[Your instructions] If a line in the entries below contains "restore", copy it.

[Collected data entries]
----------------------------------------
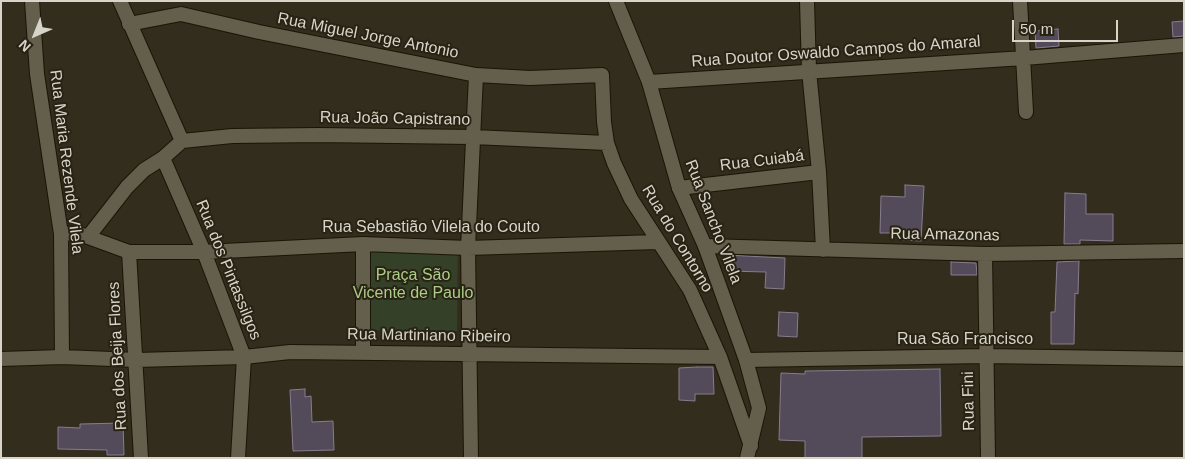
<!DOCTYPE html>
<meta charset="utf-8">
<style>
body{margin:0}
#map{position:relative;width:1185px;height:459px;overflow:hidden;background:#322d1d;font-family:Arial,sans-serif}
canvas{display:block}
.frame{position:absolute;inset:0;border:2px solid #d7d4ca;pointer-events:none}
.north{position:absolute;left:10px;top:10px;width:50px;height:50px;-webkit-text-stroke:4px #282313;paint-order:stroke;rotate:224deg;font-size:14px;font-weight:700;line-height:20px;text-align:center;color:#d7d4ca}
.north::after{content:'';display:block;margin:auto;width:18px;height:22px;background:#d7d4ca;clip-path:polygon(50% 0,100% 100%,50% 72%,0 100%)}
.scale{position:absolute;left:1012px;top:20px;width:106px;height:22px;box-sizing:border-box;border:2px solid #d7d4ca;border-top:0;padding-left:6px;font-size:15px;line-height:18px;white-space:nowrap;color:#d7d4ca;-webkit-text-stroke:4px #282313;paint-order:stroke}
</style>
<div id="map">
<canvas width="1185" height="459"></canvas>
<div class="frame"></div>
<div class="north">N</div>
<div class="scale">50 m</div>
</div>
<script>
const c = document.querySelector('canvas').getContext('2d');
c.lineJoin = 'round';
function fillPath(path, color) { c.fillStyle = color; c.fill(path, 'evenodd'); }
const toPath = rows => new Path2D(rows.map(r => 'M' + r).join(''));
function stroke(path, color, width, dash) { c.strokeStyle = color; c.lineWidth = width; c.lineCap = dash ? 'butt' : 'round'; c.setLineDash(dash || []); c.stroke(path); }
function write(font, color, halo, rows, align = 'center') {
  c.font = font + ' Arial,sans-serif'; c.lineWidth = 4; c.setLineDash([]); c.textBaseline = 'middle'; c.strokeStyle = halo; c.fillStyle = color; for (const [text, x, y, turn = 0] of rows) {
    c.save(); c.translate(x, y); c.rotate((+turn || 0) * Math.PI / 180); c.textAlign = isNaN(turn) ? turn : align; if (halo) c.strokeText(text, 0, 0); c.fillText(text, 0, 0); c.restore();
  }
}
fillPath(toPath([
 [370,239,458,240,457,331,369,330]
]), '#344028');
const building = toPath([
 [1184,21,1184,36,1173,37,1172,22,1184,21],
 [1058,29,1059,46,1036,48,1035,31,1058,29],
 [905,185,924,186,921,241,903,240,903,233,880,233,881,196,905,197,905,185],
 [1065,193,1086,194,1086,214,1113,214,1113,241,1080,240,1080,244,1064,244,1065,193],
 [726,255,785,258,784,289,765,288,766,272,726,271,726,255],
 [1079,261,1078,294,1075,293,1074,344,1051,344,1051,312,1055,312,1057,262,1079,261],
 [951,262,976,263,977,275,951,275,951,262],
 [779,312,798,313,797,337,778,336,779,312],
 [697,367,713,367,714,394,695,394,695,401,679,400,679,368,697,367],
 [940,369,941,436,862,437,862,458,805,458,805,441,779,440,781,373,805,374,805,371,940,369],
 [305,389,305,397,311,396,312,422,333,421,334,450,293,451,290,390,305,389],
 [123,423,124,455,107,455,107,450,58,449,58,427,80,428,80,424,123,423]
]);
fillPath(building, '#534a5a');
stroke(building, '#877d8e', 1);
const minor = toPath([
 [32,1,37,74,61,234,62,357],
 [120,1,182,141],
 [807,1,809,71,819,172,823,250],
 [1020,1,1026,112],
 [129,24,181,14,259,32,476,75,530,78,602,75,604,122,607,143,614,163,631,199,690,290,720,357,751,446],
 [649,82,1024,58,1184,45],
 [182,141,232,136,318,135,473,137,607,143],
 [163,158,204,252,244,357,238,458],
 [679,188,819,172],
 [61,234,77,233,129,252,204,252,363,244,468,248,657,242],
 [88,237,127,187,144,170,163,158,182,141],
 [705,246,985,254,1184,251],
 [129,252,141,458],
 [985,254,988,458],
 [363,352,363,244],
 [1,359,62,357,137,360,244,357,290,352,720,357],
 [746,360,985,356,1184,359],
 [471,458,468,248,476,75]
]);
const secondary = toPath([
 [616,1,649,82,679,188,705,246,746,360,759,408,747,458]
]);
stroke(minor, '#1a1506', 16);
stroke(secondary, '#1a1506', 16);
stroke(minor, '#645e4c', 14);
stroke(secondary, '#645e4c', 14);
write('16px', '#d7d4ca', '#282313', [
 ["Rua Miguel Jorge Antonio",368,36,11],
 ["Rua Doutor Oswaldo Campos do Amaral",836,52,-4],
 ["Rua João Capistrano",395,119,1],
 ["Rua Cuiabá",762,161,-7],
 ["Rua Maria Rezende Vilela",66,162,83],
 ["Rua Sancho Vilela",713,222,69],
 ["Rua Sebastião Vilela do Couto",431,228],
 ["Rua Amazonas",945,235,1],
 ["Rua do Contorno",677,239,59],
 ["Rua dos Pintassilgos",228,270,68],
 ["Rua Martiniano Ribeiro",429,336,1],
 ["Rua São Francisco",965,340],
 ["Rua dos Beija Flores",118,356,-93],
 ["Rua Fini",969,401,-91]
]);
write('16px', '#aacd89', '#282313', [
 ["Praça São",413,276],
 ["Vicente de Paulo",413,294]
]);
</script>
----------------------------------------
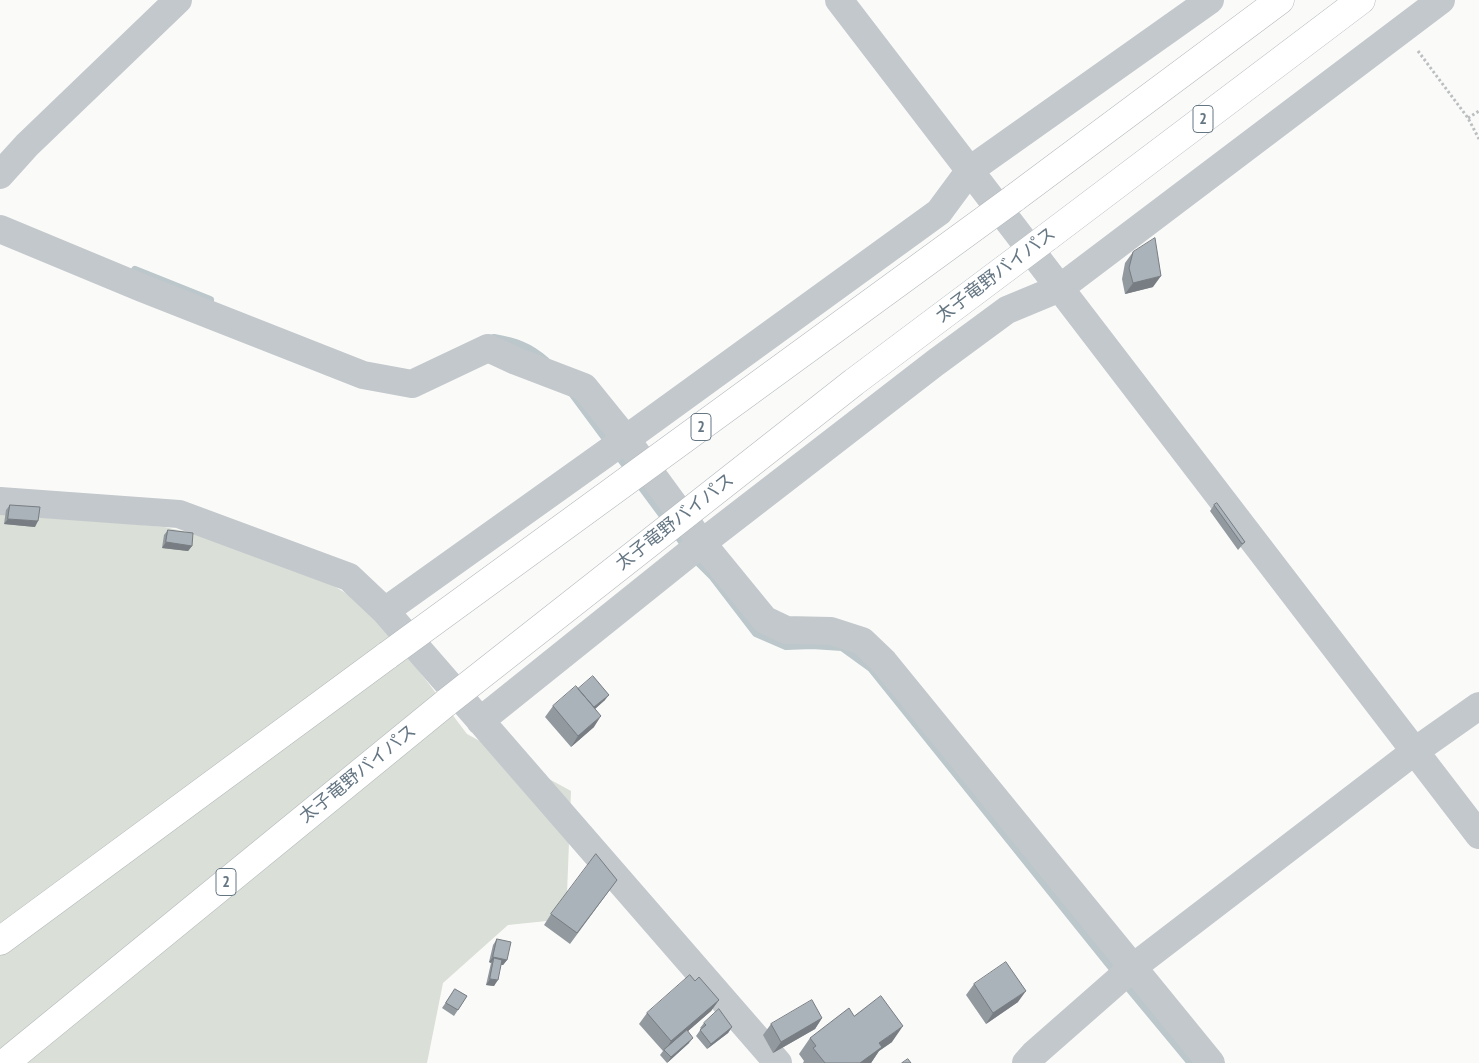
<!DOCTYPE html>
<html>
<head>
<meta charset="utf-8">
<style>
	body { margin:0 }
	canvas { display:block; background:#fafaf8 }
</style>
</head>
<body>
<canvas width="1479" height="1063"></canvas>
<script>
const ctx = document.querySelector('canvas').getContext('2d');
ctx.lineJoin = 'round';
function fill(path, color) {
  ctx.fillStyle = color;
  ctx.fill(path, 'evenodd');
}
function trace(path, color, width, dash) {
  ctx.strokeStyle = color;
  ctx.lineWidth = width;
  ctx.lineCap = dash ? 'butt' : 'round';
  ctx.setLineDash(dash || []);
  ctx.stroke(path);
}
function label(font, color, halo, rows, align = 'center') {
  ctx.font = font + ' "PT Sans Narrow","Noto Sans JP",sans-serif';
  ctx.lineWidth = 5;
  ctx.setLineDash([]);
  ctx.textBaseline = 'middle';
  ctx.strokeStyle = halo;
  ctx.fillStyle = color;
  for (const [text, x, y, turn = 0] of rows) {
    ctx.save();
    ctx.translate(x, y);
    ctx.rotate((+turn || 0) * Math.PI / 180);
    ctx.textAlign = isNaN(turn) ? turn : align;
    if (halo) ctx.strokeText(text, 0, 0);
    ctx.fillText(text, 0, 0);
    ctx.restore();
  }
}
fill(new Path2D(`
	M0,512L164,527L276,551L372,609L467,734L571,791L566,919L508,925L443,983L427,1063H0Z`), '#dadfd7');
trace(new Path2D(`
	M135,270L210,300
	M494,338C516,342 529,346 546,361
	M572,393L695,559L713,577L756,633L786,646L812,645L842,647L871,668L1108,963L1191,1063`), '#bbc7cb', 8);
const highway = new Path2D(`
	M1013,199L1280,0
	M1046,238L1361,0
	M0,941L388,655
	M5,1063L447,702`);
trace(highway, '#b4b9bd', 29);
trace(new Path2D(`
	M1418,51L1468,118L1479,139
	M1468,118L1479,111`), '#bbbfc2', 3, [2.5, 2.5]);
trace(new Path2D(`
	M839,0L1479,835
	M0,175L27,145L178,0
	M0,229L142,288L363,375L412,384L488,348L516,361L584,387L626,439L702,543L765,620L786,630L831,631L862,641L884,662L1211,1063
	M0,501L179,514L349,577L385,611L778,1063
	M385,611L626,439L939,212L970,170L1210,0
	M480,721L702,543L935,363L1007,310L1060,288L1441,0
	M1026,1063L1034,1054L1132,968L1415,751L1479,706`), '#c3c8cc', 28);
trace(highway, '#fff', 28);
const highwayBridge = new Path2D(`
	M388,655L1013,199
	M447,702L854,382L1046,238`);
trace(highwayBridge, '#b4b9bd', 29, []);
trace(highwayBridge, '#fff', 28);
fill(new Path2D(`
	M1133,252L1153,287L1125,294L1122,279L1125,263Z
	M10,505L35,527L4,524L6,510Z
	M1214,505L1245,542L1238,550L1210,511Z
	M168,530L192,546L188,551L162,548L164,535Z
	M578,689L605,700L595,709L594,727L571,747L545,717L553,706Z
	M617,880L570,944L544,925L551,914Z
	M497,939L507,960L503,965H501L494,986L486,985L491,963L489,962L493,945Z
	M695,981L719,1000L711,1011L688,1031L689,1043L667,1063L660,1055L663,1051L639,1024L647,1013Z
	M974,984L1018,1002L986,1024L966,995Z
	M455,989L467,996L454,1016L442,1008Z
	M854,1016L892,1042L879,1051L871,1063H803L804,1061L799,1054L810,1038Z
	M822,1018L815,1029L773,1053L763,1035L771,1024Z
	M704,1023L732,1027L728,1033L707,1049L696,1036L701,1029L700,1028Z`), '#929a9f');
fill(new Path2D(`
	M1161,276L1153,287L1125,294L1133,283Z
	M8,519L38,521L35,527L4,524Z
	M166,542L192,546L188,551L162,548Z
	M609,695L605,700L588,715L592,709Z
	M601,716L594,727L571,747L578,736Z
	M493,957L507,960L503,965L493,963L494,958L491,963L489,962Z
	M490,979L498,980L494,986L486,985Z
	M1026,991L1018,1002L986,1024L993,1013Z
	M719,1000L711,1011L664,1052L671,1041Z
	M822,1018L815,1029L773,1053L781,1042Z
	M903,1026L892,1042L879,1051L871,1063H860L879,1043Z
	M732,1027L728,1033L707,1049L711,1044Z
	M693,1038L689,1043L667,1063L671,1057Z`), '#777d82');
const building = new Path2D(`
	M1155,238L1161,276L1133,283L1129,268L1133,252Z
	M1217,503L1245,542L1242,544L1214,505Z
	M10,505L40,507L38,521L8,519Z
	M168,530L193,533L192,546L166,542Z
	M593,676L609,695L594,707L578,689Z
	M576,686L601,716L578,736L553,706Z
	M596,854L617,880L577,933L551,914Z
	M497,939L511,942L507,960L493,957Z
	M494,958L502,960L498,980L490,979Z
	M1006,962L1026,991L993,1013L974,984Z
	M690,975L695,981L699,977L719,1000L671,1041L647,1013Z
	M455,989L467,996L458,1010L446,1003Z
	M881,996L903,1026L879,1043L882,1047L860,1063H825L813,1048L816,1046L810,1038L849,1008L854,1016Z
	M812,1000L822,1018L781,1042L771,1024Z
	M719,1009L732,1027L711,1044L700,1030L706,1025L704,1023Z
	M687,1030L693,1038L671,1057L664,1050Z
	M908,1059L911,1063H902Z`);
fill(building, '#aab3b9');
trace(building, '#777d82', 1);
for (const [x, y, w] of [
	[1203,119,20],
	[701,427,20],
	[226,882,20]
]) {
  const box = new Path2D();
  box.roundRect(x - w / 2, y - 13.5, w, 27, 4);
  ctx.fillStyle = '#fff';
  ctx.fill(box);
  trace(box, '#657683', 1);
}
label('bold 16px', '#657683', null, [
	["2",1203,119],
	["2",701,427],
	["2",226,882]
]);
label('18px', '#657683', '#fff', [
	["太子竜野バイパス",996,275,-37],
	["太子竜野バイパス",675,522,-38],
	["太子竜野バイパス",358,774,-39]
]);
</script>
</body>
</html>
----------------------------------------
[Completed task]
    c.save(); c.translate(x, y); c.rotate((+turn || 0) * Math.PI / 180); c.textAlign = isNaN(turn) ? turn : align; if (halo) c.strokeText(text, 0, 0); c.fillText(text, 0, 0); c.restore();
    ctx.restore();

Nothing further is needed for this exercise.